Jan Baptist Christyn the Younger (c.1635–1707), knight, was a lawyer and author in the Spanish Netherlands.

==Life==
Christyn was born in Brussels around 1635. As a Licentiate of Laws he practised law in the city of Brussels for a number of years, until in 1697 appointed a judge of the Council of Brabant alongside his uncle Libert-François Christyn. He died in Brussels in 1707.

He wrote a number of works on legal matters.

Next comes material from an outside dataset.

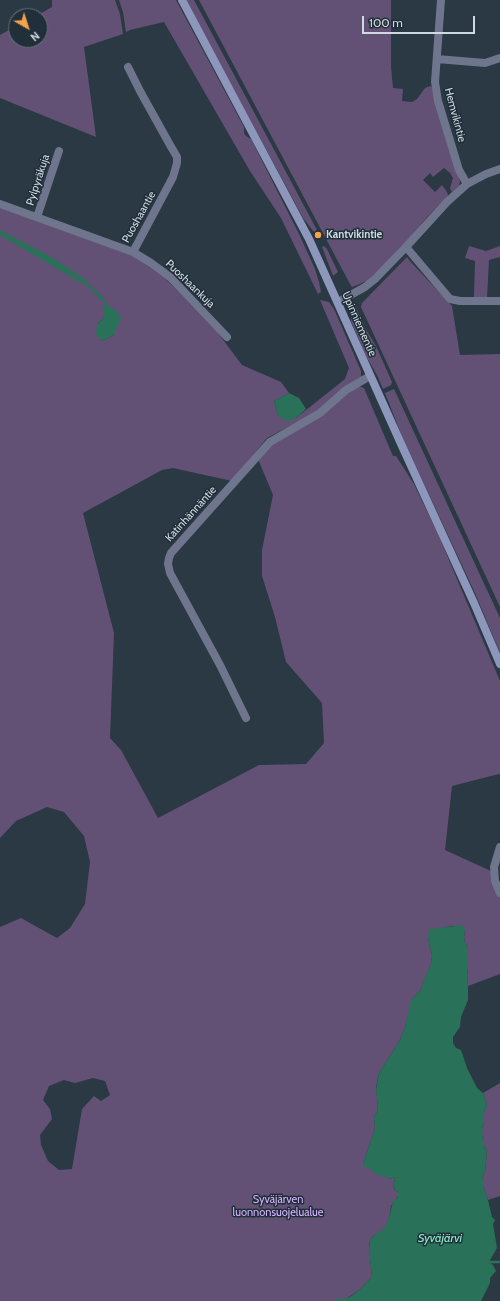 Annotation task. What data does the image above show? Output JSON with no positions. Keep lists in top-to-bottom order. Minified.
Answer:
{"streets":{"street":["Hemvikintie","Pylpyräkuja","Puoshaantie","Puoshaankuja","Upinniementie","Katinhännäntie"]},"crossings":[["Pylpyräkuja","Puoshaantie"],["Puoshaantie","Puoshaankuja"],["Upinniementie","Katinhännäntie"]],"water":["Syväjärvi"],"parks":["Syväjärven luonnonsuojelualue"],"places":["Kantvikintie"],"scale_bar":"100 m","north":"bottom right"}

Les délices des Pays-Bas: ou Description géographique et historique des XVII. provinces belgiques, a historical chorography of the Low Countries first published in 1697, has been attributed to him, but also to another of his uncles, Chancellor Jan Baptist Christyn (I).

==Works==
- Placcaeten, ordonnantien, etc. van Brabant, vol. 2 (Brussels, 1676) – completing the work of Antonius Anselmo
- Brabandts recht, dat is generale costumen van den lande ende hertochdomme van Brabant (2 vols, Antwerp, 1682-1683)
- Deckheri dissertationum juris et decisionum libri II (Brussels, 1686)
- Consuetudines bruxellenses latine redditae (Brussels, 1689)
- Traité des droits honorifiques des seigneurs dans les églises, par feu Maréchal, avocat au parlement de Paris, avec un traité du droit de patronage, de la présentation aux bénéfices, etc., un traité des dixmes, par les avocats Denis, Simon et Danty,:.. augmenté de six sentences rendues au Conseil de Brabant, en matière de droits honorifique (2 vols., Paris, 1726)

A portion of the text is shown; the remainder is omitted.